Work to be completed: The records sit below. Return every line in them that holds the word "solid".

(Collection entries)
━━━━━━

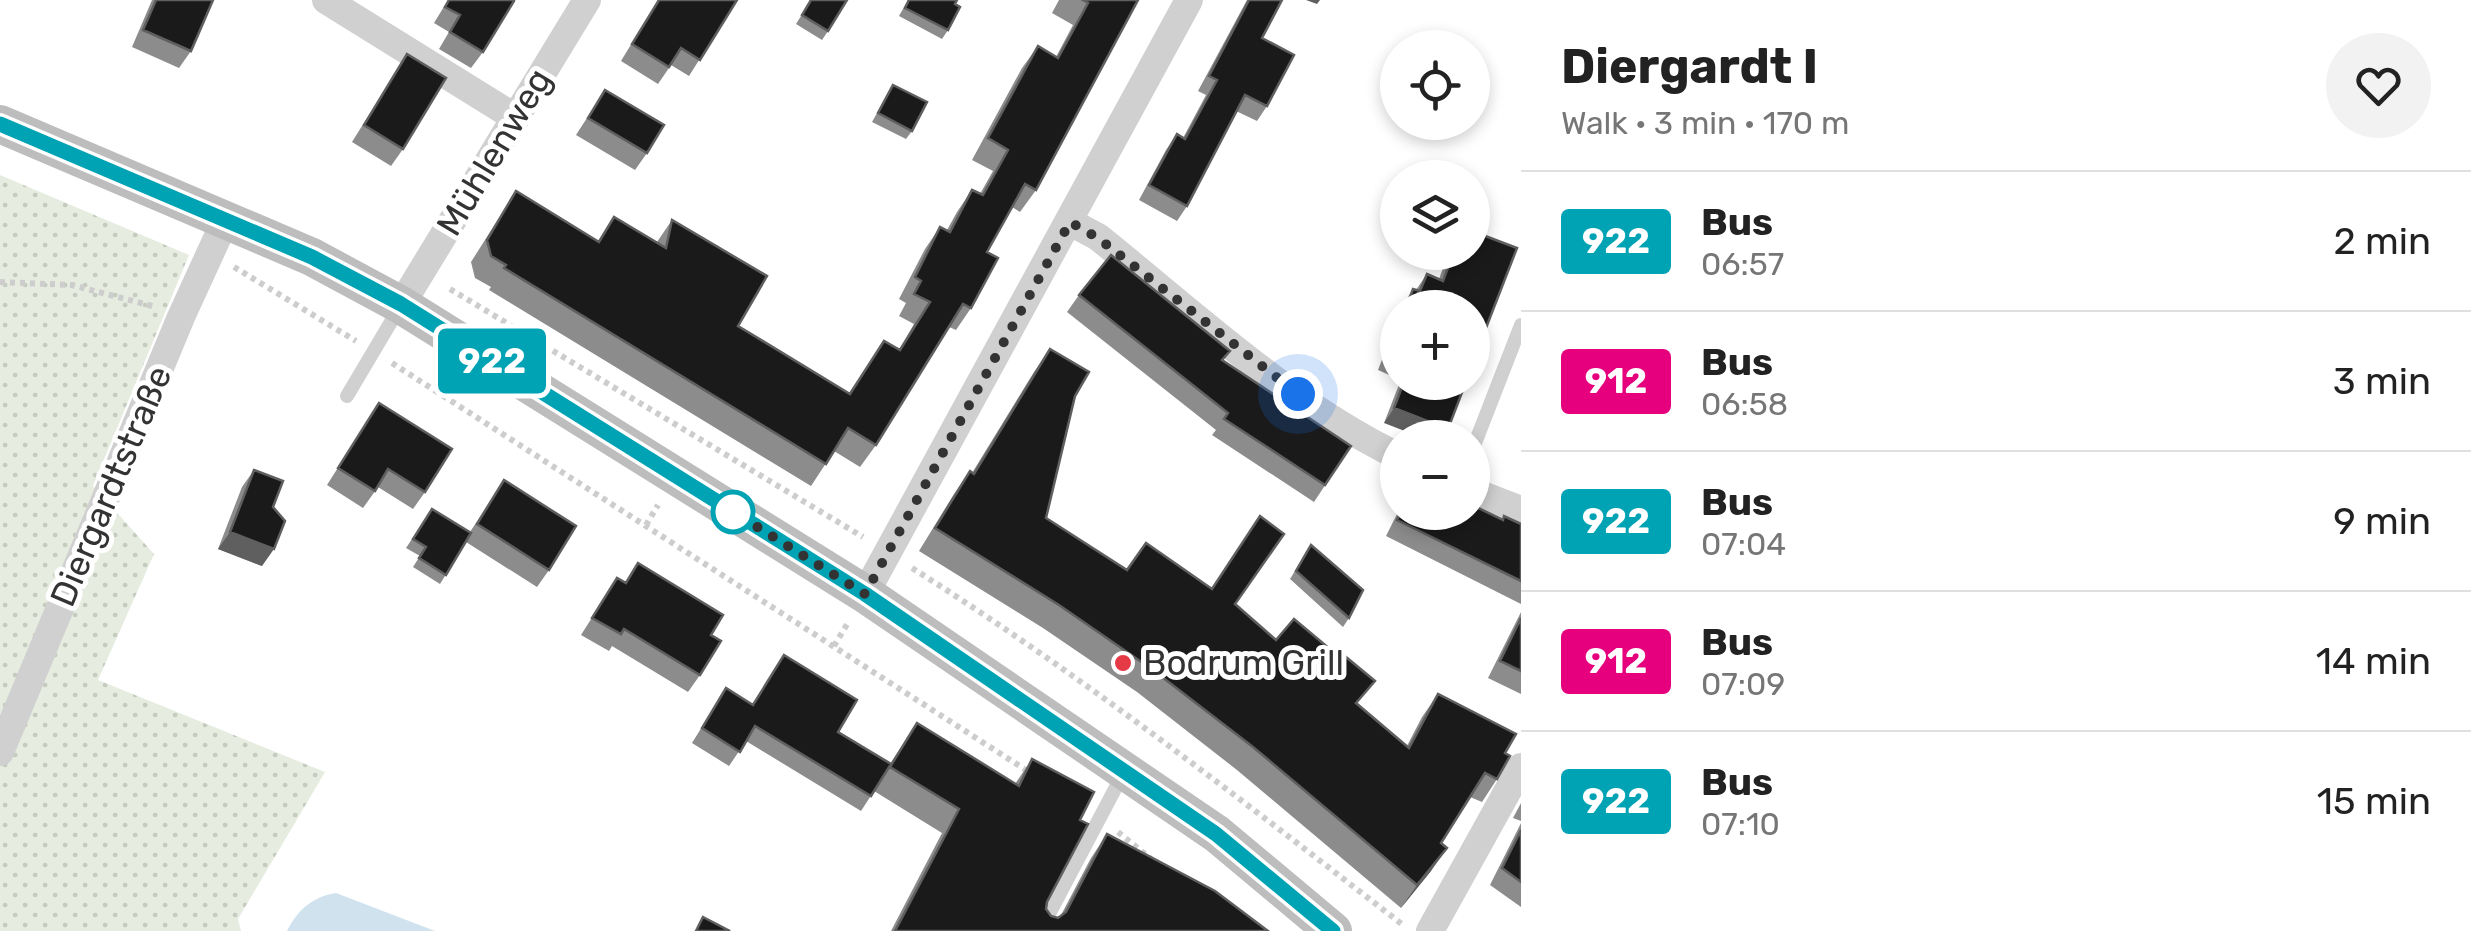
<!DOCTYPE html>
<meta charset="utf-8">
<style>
:root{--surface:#fff;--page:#f2f2f2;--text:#222;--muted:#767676;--line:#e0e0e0}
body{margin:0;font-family:Rubik,sans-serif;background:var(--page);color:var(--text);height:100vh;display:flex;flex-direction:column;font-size:38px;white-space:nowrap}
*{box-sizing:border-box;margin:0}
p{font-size:32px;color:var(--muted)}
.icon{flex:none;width:55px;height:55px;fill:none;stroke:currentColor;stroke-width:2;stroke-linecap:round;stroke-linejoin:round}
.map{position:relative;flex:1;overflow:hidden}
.details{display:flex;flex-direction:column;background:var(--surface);width:950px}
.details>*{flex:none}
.badge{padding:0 20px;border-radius:8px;font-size:35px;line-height:65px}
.controls{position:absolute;left:1380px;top:30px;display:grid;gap:20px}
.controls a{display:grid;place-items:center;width:110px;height:110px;border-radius:50%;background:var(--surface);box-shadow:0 5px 15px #0003;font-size:50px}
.you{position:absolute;width:50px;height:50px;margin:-25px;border:8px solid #fff;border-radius:50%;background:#1a73e8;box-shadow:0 0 0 15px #1a73e833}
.map>.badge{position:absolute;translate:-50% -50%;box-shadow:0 0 0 5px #fff}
.round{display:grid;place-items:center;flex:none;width:105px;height:105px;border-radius:52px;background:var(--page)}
.overview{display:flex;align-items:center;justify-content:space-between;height:170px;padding:0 40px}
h1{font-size:48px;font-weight:700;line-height:75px}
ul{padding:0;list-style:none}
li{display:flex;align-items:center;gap:30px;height:140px;padding:0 40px;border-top:2px solid var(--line)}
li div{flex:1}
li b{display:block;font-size:38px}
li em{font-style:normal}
li .badge{min-width:110px;font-weight:700;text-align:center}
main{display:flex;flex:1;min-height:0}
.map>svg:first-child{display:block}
.grass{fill:url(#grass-dots)}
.water{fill:#cfe2ee}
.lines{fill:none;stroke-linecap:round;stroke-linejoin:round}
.path{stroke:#cdcdcd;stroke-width:6;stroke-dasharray:5 5;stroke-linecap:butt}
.service{stroke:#d0d0d0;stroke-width:14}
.minor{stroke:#d0d0d0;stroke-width:28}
.secondary{stroke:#bdbdbd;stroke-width:38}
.wall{fill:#8c8c8c}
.shaded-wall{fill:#5f5f5f}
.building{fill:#1a1a1a;stroke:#5f5f5f;stroke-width:2.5}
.line-casing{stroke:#fff;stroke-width:22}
.line{stroke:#00a3b4;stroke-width:15}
.walk{stroke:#333;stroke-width:10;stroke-dasharray:0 18}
.stop-dot{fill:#fff;stroke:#00a3b4;stroke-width:5}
.poi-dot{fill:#e63946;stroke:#fff;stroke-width:4}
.labels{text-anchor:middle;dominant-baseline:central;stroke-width:10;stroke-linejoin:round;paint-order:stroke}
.street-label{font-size:35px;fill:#333;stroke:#fff}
.poi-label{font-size:35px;fill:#333;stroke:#fff;text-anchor:start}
</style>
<main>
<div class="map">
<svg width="1521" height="931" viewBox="0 0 1521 931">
<defs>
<pattern id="grass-dots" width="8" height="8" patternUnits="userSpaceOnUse" patternTransform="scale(2.5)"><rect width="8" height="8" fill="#e6ecdf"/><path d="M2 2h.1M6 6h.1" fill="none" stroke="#c6cbc0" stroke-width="1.8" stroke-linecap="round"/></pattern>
</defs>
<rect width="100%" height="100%" fill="#fff"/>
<path class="grass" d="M0,175l189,80 -96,231 61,68 -56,126 227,92 -87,147 3,12h-241z"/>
<path class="water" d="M336,893l99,38h-148c10,-21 27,-35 49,-38z"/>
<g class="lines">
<path class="path" d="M234,267l122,74
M0,282l72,3 84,22
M450,289l413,248
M392,363l637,409
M646,525l12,-20
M912,568c171,108 331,233 491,357
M834,646l15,-25
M1118,832l33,27"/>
<path class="service" d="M347,396l54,-91
M1472,451l49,-126
M1040,931l84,-159"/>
<path class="minor" d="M326,0l190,118
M1070,222l28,15c95,76 189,165 300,219
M401,305l186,-305
M1472,491l49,19
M865,594l324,-594
M0,752l181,-435 44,-96
M1430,931l91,-164"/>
<path class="secondary" d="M0,124l312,133 89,48 464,289 352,240 116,97"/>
</g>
<path class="wall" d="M152,0h61l-22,51 -12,17 -47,-21z
M448,0h65l-30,52 -12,16 -32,-19 10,-17 -15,-9z
M658,0h79l-48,76 -18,-11 -13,19 -37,-23z
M811,0l17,31 -6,9 -26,-16z
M908,0h49l-9,30 -6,9 -43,-23z
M1059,0h79l-102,190 -16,22 -8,-5 -25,45 -16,56 -15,22 -7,-3 -73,118 -16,22 -26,-16 -23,35 -322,-196 2,-3 -16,-9 -4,-16 45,-71 82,50 16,-24 43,25 15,-22 66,106 111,67 35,-52 15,9 15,-26 -15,-8 7,-13 -7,-4 26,-50 15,-22 7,3 10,-18 15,-22 8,4 13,-23 -21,-11 50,-92 16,-22 18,11 17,-32 -21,-12z
M1247,0h35l-20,38 5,68 -10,15 -21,-10 -49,95 -10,15 -38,-21 27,-50 11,-16 6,4 23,-43 -8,-4z
M407,54l-4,95 -12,17 -39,-24z
M893,85l19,46 -6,8 -34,-17z
M605,90l42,63 -12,17 -59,-35z
M1449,252h23v56h-71l12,-19 3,1 11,-16 12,5z
M1079,295l151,56 -8,10 129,85 -37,56 -102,-67 4,-5 -149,-118z
M1398,318v61l-20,-9z
M1050,349l25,47 -29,122 81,52 85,19 48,-73 -25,88 41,36 131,106 15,-29 16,-23 67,59 -8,26 -15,23 -12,-5 -29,46 -10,28 -30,37 -164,-138 -100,-78 -94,-64 -124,-77 35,-57 16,-23 2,2 62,-101z
M1400,382h66l-82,41z
M379,403l46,89 -12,17 -35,-22 -15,21 -36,-23z
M254,470l19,37 -11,59 -44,-17 24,-62z
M504,480l45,90 -12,17 -71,-45 -26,42 -27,-17 7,-11 -14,-8 26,-39 38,23z
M1398,512h74l30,8 2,-4 17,8v80l-135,-68z
M1311,545l38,73 -6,9 -53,-48z
M638,563l73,72 -11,40 -12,17 -76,-46 -3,5 -28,-16 36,-57 8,5z
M1521,612v82l-33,-16z
M784,655l54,77 52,32 27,-41 98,61 17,-25 48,61 -33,82 -1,7 5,7 9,1 31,-59 16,-24 161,97h-377l51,-98 -68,-42 -13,20 -115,-70 -17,25 -37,-23 34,-55 26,17z
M1521,803v18l-8,-3z
M1521,823v84l-31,-22z"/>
<path class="shaded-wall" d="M1306,0h14l-3,4z
M1394,408l54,21 -6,9h-19l-39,-15z
M230,532l44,17 -12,17 -44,-17z
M1447,848l-16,23 -30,37 16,-23z"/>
<path class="building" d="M156,0h57l-22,51 -48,-21z
M449,0h64l1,1 -31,51 -33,-20 10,-17 -15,-8z
M659,0h78l-37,60 -19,-12 -12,19 -37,-23z
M811,0h36l-19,31 -26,-16z
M909,0h48l-2,4 5,3 -12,23 -43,-22z
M1083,0h55l-102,190 -11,-6 -38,68 11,6 -27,50 -8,-4 -87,141 -28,-17 -22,36 -322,-196 2,-3 -15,-9 -4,-16 29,-49 83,51 15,-25 52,31 6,-28 95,56 -29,50 112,68 34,-53 16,9 30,-48 -16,-8 7,-13 -6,-4 25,-50 10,5 22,-42 11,5 25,-45 -20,-12 50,-92 20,12 30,-55z
M1249,0h33l-20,38 32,17 -27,51 -22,-11 -58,111 -38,-21 28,-51 8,5 32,-59 -8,-4z
M407,54l39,24 -43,71 -39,-24z
M893,85l34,17 -15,29 -34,-18z
M605,90l59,35 -17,28 -59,-35z
M1472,231l45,17 -45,116v-56h-66l7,-19 7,2 7,-17 16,7 11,-29h18z
M1111,255l119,96 -8,9 129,86 -26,39 -101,-66 4,-6 -149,-118z
M1398,331v29l-10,-5z
M1050,349l39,23 -14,24 -29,122 81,52 19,-27 66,46 48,-73 24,18 -49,70 41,36 18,-21 49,41 3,-3 29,24 -19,22 53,45 29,-54 78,40 -11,19 5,3 -13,23 -12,-6 -44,70 6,5 -30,37 -164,-138 -100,-77 -94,-65 -124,-77 35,-57 4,3z
M1404,382h62l-18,47 -54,-21z
M379,403l73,46 -27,43 -37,-23 -13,22 -37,-23z
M254,470l29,11 -10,26 12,14 -11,28 -44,-17z
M504,480l72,46 -27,44 -72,-46z
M1472,505l31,15 1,-4 17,8v57l-124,-61 4,-8h71z
M432,509l39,24 -25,42 -27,-17 7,-11 -13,-8z
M1311,545l52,45 -14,28 -53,-47z
M638,563l85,52 -12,20 10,6 -21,34 -76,-46 -3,5 -29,-16 25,-40 9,5z
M1521,618v53l-21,-10z
M784,655l73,45 -19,32 53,32 -20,32 -116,-70 -15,26 -38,-24 24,-40 27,17z
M917,723l102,63 13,-27 62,33 -14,28 8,4 -41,78 -1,7 5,7 7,2 8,-6 41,-78 108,57 53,40h-373l64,-122 -69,-42z
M1521,830v52l-19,-14z
M703,917l27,14h-34z"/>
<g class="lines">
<defs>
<path id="line" d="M0,124l312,133 89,47 464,290 351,240 117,97"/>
</defs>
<use href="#line" class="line-casing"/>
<use href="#line" class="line"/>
<path class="walk" d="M733,512l-3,-2 135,84 205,-372 28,16 200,156"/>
</g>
<circle class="stop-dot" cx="733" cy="512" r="20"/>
<circle class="poi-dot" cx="1123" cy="663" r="10"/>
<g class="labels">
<g class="street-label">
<text transform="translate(494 152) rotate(-59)">Mühlenweg</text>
<text transform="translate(111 486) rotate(-67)">Diergardtstraße</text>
</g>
<g class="poi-label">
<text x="1143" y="663">Bodrum Grill</text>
</g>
</g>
</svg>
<div class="controls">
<a><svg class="icon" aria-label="locate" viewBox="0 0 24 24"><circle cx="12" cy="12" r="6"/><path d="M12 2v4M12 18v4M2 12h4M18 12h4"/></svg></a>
<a><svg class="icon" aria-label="layers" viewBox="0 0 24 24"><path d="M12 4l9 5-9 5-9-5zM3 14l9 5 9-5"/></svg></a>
<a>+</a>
<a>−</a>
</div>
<div class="you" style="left:1298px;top:394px"></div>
<b class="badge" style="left:492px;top:361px;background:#00a3b4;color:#fff">922</b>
</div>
<section class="details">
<div class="overview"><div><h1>Diergardt I</h1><p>Walk · 3 min · 170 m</p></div><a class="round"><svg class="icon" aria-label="heart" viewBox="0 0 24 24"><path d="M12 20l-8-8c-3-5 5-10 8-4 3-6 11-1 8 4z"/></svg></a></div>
<ul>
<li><span class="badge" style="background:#00a3b4;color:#fff">922</span><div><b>Bus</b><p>06:57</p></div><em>2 min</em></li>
<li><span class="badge" style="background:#e6007e;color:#fff">912</span><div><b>Bus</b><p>06:58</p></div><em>3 min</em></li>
<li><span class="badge" style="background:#00a3b4;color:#fff">922</span><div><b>Bus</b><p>07:04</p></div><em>9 min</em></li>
<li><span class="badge" style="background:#e6007e;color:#fff">912</span><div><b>Bus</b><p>07:09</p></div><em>14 min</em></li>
<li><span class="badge" style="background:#00a3b4;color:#fff">922</span><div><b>Bus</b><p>07:10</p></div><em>15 min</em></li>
</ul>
</section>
</main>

━━━━━━

Solution for this task:
.you{position:absolute;width:50px;height:50px;margin:-25px;border:8px solid #fff;border-radius:50%;background:#1a73e8;box-shadow:0 0 0 15px #1a73e833}
li{display:flex;align-items:center;gap:30px;height:140px;padding:0 40px;border-top:2px solid var(--line)}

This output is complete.